All Quiet on the Western Front - Erich Maria Remarque
The author was drafted at the age eighteen into the German Army. In this fictionalized memoir of the First World War, he describes the lives and endurance of a group of soldiers who were still only teenagers when they experienced the brutality of trench warfare. The battle scenes are gripping and almost intolerably vivid. I think the book is both an anti-war novel and a coming of age story. The youths have not experienced anything in life except school and war so they wonder what they are going to do when the war is over. A lost generation, they worry that they have no skills except soldiering and bear the mental torture of prolonged stress, what Ford Madox Ford called, “immense miles and miles of anguish in darkened minds.”
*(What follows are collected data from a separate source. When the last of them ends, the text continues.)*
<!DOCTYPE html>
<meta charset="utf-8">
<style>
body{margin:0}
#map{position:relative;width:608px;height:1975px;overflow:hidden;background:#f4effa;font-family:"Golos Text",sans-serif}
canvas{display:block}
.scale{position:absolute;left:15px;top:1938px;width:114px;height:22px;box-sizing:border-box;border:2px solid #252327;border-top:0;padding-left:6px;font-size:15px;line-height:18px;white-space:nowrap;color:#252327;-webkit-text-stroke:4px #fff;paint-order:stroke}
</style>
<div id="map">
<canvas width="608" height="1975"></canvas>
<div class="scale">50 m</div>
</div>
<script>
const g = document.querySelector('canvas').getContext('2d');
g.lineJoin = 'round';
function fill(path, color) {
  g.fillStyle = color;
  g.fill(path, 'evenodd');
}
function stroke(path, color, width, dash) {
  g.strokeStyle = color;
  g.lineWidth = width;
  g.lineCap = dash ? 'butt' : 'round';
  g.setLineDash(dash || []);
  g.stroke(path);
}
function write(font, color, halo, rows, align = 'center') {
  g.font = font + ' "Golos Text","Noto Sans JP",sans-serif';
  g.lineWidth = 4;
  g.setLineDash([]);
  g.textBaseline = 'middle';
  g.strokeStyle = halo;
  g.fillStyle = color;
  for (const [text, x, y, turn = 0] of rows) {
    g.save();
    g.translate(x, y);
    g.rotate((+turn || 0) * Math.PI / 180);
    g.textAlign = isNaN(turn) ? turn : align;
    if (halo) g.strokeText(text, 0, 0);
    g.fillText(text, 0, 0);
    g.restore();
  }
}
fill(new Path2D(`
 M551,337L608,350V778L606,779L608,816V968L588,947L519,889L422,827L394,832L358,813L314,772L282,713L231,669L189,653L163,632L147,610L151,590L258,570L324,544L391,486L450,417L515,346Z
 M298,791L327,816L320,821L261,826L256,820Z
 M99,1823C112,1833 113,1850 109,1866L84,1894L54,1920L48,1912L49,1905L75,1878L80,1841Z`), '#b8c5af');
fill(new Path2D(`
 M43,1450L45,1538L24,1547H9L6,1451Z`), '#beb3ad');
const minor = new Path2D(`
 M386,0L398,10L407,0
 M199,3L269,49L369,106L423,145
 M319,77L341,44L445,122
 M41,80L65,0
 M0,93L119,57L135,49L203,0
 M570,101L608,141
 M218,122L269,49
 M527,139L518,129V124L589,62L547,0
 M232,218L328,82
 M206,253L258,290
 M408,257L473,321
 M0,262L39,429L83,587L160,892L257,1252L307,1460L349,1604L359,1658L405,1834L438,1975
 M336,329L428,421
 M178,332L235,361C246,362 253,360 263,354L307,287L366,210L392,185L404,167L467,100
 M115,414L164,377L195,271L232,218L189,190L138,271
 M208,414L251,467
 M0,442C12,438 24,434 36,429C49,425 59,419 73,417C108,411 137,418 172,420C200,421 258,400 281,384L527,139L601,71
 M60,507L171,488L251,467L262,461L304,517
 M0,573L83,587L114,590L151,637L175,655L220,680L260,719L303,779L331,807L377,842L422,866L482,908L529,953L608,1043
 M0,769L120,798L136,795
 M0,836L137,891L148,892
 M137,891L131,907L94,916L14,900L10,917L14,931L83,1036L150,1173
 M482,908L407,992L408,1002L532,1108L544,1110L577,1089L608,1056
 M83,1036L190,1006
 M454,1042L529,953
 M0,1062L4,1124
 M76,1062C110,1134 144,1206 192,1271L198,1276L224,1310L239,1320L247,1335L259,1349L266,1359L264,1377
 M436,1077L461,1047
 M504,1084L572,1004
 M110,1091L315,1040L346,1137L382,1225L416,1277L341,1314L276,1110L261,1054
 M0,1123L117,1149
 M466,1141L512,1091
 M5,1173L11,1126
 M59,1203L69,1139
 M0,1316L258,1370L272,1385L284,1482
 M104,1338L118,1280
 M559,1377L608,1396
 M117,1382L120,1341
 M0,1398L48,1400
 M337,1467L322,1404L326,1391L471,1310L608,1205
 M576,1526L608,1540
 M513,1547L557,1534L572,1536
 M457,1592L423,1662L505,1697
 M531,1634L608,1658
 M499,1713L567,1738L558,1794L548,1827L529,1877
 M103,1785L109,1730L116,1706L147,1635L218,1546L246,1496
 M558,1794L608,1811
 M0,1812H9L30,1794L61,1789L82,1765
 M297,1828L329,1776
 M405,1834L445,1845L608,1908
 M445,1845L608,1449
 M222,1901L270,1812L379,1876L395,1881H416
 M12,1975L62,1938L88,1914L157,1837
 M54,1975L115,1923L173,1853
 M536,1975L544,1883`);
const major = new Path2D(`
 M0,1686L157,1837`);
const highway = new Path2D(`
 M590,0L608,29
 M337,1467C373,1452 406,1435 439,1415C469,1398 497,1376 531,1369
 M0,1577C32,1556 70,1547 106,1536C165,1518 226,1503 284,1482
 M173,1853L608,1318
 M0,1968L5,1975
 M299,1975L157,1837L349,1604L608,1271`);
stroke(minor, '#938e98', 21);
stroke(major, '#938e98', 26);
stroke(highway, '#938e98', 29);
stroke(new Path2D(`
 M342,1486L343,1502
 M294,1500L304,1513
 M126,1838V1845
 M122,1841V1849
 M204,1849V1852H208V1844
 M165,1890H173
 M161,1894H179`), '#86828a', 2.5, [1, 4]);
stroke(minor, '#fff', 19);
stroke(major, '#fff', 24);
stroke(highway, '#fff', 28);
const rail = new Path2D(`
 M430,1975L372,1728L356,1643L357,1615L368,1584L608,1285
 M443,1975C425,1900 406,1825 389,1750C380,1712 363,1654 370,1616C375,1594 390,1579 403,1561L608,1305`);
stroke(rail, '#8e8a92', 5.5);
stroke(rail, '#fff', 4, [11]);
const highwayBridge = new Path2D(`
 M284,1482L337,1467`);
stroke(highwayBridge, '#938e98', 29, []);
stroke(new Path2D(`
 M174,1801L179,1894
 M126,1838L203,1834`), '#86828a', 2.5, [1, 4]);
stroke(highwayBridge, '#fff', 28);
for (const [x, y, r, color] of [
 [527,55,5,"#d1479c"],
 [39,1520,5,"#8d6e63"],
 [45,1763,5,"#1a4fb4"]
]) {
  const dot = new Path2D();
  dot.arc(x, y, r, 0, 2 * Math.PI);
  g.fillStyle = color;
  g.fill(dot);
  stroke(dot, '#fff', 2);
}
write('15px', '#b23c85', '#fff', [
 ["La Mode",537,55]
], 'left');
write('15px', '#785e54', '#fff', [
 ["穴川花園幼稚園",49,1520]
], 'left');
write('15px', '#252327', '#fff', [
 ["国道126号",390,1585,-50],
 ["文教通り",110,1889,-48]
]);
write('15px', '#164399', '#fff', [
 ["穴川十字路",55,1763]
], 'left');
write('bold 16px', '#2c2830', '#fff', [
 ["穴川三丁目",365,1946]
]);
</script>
When this book was released during the Weimar Republic, Germans like Adolph Hitler, for whom the war was an adventure, detested it and sent Remarque hate mail and death threats. After Hitler rose to power, all of Remarque's books were banned in Germany by the Nazi government. All Quiet on the Western Front was among the works destroyed in public book burnings in 1933.
Mass media tools and hacks accused Remarque of pacifism and defeatism, so he had to flee first to Hollywood with many other German expatriates forced out of their country, such as Peter Lorre, Thomas Mann, Bertoldt Brecht, Fritz Lang, and Billy Wilder. In 1958, he married actress Paulette Goddard and they stayed together, living in Switzerland, until he passed away in 1970.